From: David Gadbois (gadbois@cs.utexas.edu)
Date: Fri 10 Dec 1993 - 10:12:46 EET
From: carlsonp@wdni.com (Carlson, Pam)
Date: 8 Dec 93 20:49:00 GMT
X-RQ-ID: 2592
As an old time RQ'er new to Glorantha, please excuse my ignorance, but this repeating your god's failures stuff confuses me. Does the Yelmalian in the above example HAVE to lose? Is he possibly capable of defeating the Wind Lord? Does he simply choose to loose? Is it considered bad form to win, thereby succeeding where one's god failed? If he does win, may he keep his weapons and armor and use them against the Death Lord?
As I understand it, the heroquest at the Hill of Gold where the quester: (1) gets armed by the Olanthi representative instead of being disarmed; (2) beats up the Zorak Zorani (thus retaining fire instead of losing it); and (3) does the fertility thing with Inora instead of getting the cold shoulder; is an Elmal heroquest.
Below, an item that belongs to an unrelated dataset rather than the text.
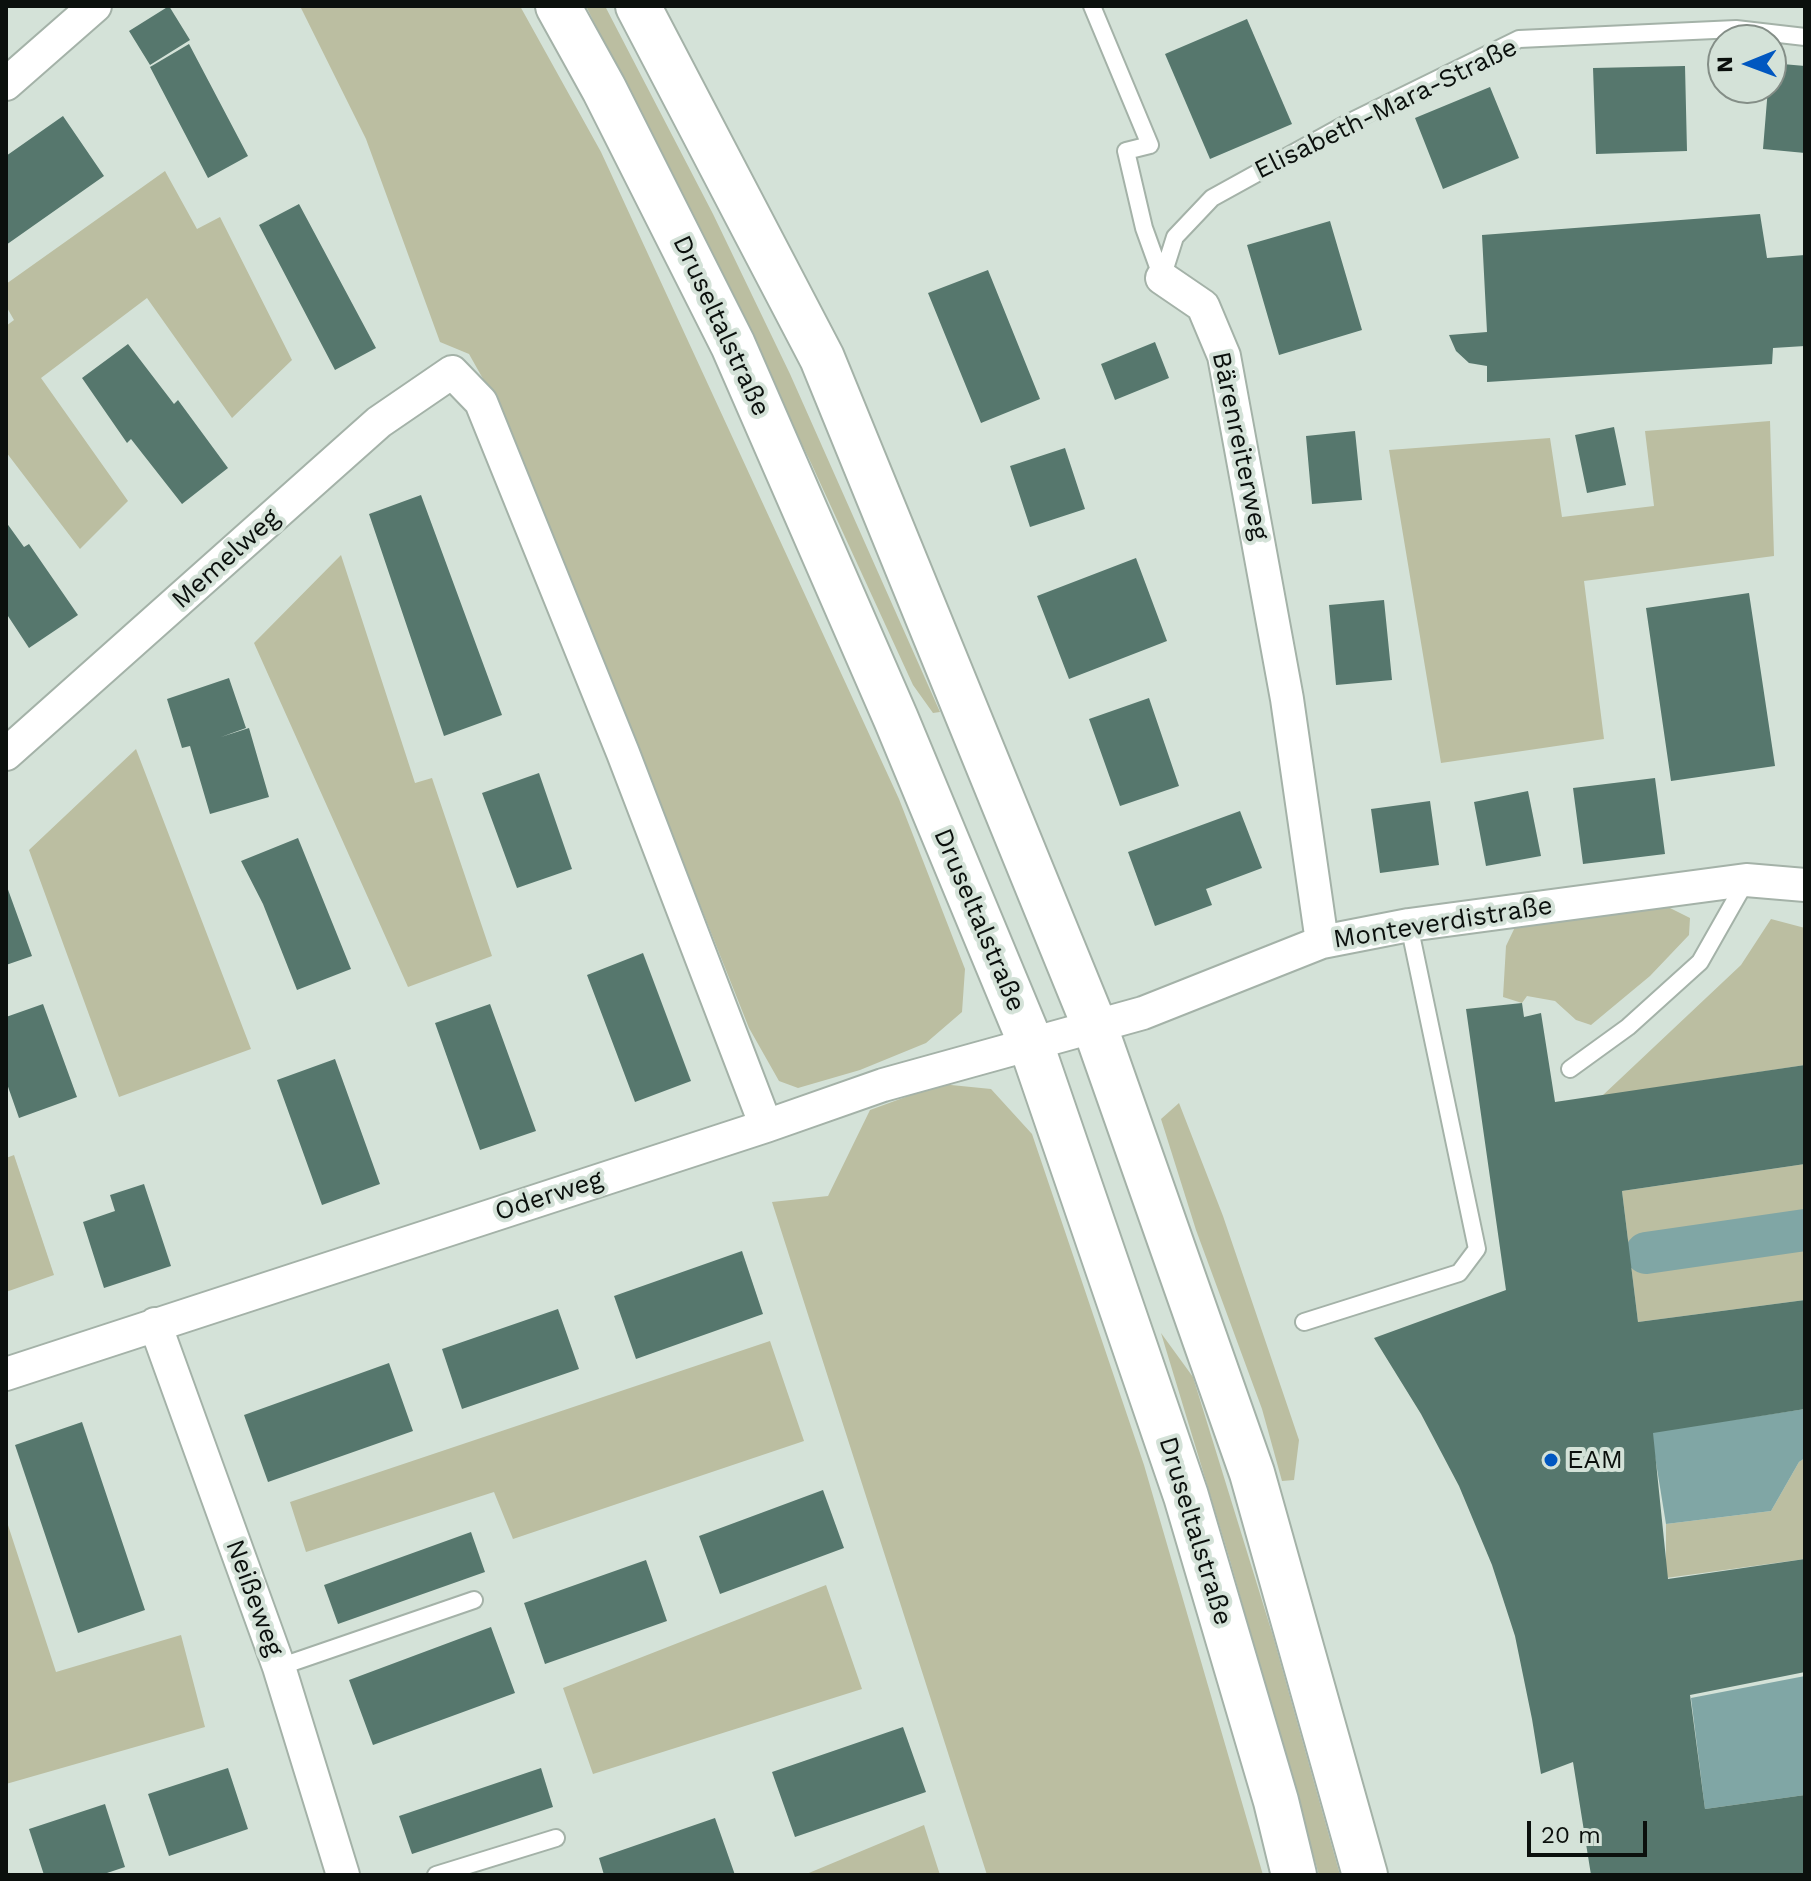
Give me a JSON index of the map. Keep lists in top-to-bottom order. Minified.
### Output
{"streets":{"main road":["Druseltalstraße"],"street":["Bärenreiterweg","Memelweg","Monteverdistraße","Oderweg","Neißeweg"],"lane":["Elisabeth-Mara-Straße"]},"crossings":[["Elisabeth-Mara-Straße","Bärenreiterweg"],["Druseltalstraße","Oderweg"],["Bärenreiterweg","Monteverdistraße"],["Memelweg","Oderweg"],["Monteverdistraße","Oderweg"],["Oderweg","Neißeweg"]],"places":["EAM"],"scale_bar":"20 m","north":"left"}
The hypothesis I had last year was that Yelmalio was created (or, at least, linked into the Hill of Gold metamorphosized from something he wasn't "before") by an Sartarite Elmalian hero who purposefully "lost" the quest. This was done in response to the Lunar invasion in order to align themselves with the Solar elements of the the Lunar culture perhaps so as to lessen Lunar aggressiveness. (As you will see in Home of the Bold, the presence of more tractable Solar types in Sartar has allowed the Lunars to seek a diplomatic solution rather than pursuing a scorched-earth policy as they have in the past.)
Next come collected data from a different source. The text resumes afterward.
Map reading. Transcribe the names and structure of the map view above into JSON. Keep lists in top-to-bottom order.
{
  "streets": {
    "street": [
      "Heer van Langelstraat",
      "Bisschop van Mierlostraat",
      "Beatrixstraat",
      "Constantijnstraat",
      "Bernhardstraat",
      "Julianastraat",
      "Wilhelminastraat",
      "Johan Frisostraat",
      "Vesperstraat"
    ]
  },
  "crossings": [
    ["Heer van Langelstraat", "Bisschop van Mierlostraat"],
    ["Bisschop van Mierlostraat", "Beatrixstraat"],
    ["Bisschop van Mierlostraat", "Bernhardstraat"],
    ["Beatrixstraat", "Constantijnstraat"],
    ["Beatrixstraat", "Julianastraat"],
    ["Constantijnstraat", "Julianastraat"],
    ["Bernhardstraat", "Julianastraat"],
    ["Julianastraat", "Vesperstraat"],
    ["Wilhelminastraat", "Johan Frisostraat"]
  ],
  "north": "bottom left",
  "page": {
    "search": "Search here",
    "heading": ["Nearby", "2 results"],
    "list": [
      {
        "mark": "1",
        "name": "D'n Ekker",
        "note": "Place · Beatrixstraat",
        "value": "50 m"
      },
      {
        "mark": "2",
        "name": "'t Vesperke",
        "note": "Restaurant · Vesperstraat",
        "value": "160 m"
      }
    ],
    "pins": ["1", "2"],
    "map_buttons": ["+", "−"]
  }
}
If this indeed the God-Learner explanation of the quest, then it would do well to see what else Yelmalio (formerly an Elven diety, I think) is doing around the Hill of Gold for some clues to what things were like "before."
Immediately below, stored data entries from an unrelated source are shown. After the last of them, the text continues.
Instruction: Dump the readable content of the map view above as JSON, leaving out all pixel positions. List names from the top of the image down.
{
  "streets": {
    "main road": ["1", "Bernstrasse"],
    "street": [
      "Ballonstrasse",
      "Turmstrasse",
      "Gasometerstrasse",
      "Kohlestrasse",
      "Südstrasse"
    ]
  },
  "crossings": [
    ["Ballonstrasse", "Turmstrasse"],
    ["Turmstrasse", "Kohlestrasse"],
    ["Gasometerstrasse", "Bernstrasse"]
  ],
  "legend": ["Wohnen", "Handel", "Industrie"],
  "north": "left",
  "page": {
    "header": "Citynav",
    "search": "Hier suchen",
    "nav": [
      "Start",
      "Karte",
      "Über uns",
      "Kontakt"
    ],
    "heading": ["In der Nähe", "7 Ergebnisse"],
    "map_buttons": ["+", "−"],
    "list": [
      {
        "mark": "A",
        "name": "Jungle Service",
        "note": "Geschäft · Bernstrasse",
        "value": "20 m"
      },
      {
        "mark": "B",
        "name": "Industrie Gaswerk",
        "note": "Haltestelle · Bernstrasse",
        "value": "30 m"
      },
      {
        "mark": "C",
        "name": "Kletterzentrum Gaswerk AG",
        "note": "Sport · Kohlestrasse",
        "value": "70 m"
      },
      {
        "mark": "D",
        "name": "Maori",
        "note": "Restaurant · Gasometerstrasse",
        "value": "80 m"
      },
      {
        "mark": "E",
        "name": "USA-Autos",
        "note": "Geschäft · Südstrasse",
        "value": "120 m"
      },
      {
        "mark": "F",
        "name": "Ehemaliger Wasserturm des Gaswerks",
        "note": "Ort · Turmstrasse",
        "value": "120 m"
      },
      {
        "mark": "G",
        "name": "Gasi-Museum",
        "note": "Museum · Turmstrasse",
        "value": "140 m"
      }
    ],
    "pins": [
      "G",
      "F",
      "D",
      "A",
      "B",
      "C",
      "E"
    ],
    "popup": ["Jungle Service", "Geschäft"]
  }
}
Mind you, this does not explain how the Yelmalians were around several hundred years before Dragon Pass was a gleam in the Red Emperor's eye, but, hey, that's Glorantha for you.
The Yelmalian quest being the way it is seems to be central to the nature of the cult. I am not sure if it would be even conceivable for an Yelmalian good enough to be a hero to even try to win the quest. This argument does not hold the other way around -- the Hill of Gold seems fairly minor in Elmalian mythology compared to his role as the servant of Orlanth. So it is presumably easy (and the course of least resistance) for an Elmalian to lose the quest, though perhaps it required some effort to screw up so completely.
I also caught a glimpse of some Yelmic references to the Hill of Gold in a draft of Greg's new book (I don't remember the particulars; wish I had paid more attention to that bit), so expect for things to get stirred up even more.